Venice ranks as among the most dynamic and productive city-regions in the OECD, with
high employment levels and growth rates. Though it has thrived on a model of small
firms and industrial clusters, it is undergoing a deep economic transformation. Venice
confronts growing environmental challenges as a result of rising traffic congestion
and costly infrastructure pressures, exacerbated by sprawl. Demographics are also
changing, due to ageing inhabitants, immigrant settlement and the rapid depopulation
of the historic city of Venice. This report offers a comparative analysis of these
issues, utilising the OECD’s metropolitan database to benchmark productivity and growth.
It draws on regional economics, urban planning, transportation studies and hydrology
to throw light on the changes within the city-region.
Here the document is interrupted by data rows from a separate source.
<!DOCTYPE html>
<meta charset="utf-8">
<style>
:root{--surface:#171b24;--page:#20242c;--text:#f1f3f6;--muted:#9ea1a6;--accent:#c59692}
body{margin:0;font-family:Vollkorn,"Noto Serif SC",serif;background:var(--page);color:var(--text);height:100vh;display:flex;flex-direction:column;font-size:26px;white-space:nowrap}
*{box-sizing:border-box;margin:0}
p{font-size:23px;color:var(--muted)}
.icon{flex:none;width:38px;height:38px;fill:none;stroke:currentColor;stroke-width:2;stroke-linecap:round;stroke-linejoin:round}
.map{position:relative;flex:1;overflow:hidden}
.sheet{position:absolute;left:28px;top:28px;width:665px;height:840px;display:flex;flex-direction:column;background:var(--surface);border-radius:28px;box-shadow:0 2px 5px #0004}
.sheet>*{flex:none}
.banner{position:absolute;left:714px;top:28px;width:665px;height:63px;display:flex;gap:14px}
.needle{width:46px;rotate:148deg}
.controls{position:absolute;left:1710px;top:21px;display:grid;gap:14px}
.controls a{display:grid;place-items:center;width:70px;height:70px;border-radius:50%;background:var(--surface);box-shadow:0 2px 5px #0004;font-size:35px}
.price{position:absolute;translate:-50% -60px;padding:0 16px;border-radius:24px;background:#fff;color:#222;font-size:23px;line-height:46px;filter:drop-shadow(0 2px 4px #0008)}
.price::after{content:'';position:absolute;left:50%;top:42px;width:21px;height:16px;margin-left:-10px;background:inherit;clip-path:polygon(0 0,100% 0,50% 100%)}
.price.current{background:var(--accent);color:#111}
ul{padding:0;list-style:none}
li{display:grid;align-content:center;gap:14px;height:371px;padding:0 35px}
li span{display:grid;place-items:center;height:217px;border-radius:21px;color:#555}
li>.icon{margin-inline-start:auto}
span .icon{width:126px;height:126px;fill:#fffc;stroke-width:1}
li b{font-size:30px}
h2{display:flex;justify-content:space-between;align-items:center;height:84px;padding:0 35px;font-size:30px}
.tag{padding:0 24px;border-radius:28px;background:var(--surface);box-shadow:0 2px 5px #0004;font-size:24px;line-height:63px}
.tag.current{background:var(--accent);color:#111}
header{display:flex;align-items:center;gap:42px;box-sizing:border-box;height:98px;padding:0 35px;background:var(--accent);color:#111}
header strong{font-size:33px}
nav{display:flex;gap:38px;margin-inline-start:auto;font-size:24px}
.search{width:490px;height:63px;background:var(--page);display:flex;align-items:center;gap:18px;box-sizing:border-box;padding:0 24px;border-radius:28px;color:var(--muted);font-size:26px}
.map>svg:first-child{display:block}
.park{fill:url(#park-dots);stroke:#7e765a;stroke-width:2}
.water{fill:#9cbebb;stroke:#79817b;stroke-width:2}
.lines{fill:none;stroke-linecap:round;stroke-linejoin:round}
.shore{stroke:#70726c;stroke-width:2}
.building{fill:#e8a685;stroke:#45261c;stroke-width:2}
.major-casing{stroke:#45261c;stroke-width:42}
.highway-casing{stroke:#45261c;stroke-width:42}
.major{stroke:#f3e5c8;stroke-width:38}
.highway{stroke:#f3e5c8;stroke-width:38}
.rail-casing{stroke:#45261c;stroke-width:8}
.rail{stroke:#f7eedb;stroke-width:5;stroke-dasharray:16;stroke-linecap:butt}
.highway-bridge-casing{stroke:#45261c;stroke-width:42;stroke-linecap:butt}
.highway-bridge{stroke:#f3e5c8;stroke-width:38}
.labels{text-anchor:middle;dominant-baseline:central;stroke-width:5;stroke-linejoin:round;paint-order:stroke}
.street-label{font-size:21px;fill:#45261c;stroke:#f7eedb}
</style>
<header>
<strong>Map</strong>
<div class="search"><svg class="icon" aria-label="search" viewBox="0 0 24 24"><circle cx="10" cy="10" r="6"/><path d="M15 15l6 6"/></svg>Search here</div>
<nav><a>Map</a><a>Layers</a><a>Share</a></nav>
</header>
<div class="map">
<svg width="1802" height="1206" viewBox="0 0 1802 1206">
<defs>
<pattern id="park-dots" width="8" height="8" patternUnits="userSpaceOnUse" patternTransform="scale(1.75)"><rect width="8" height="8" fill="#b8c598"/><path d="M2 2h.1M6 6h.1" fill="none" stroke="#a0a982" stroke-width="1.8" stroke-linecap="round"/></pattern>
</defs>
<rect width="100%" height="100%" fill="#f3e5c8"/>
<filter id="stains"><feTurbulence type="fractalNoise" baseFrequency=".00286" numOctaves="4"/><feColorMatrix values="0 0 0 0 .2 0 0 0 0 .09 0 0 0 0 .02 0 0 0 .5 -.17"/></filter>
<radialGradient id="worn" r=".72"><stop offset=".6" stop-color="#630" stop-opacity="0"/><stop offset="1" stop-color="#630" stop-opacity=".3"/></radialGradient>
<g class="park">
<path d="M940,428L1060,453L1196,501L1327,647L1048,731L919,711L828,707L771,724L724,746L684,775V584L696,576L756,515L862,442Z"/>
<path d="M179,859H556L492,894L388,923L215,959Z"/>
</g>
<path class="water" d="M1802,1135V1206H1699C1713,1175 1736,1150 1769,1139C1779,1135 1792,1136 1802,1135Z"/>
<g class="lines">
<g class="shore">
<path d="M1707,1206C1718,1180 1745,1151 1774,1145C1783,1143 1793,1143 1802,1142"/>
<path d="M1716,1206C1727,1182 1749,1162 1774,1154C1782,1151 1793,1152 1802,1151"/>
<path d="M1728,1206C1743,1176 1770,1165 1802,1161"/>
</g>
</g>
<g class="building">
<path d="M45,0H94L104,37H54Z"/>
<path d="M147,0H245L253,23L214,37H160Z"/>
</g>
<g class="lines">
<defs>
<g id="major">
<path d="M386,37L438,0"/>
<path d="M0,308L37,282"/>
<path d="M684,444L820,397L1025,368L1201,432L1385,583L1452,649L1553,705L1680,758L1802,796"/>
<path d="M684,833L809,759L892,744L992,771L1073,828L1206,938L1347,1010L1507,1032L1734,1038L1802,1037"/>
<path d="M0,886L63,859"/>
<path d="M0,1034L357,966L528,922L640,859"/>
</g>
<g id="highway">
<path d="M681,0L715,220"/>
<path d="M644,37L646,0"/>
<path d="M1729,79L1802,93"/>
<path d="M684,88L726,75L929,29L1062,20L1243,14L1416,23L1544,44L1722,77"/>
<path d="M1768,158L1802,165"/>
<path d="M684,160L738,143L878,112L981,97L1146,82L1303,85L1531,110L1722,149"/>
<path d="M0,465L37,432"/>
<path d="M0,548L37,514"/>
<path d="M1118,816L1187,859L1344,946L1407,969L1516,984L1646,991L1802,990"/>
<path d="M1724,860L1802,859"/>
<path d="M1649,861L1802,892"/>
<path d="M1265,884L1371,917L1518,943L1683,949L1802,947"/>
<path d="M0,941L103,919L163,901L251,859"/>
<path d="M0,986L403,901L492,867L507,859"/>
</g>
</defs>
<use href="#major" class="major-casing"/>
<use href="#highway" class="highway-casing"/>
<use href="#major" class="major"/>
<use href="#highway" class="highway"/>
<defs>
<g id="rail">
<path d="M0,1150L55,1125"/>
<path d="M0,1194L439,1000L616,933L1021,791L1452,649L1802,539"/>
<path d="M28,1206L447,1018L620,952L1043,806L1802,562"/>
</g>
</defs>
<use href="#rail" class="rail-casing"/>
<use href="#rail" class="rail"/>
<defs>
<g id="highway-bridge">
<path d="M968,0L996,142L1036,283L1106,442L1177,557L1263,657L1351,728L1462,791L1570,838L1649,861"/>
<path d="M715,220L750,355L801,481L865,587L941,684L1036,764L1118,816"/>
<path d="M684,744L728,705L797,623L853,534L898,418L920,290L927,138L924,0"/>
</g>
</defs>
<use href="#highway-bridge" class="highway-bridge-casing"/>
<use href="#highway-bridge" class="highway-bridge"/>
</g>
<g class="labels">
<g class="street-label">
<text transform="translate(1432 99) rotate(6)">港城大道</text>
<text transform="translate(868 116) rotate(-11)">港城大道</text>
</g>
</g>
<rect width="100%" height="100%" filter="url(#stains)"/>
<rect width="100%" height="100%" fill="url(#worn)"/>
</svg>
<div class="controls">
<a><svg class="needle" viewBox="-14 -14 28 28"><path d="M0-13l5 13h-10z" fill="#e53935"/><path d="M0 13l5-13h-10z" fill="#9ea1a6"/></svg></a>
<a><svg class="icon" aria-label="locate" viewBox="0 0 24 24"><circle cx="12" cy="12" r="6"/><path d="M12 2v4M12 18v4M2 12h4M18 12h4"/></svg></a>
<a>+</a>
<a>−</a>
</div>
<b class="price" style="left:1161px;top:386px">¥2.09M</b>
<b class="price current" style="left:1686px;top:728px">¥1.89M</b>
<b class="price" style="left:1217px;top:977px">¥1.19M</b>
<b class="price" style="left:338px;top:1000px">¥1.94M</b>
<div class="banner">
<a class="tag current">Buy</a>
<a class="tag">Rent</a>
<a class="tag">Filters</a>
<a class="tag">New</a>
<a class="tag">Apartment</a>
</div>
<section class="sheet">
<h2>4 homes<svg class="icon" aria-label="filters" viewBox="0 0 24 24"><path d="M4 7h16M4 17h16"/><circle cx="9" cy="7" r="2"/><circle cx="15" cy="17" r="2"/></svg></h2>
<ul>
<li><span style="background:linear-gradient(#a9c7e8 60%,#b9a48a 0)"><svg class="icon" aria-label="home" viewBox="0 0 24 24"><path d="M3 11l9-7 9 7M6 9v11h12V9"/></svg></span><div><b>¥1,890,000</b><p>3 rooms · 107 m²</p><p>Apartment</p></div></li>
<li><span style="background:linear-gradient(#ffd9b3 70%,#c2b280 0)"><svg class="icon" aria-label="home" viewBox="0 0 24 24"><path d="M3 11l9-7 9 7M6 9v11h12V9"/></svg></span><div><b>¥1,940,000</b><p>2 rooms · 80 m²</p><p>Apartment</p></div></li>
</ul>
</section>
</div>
In light of planned inter-city
rail extensions, the Review calls for programmes to increase economic synergies between
Venice and its neighbours. It evaluates key tools for promoting economic growth and
metropolitan governance and proposes enhanced co-ordination of land use policies,
additional business development services for small and medium-sized businesses, and
the enlargement of university-linked innovation. Given frequent flooding, the report
appraises the quality of metropolitan water governance and Venice’s potential to become
a powerful reference for climate change adaptation.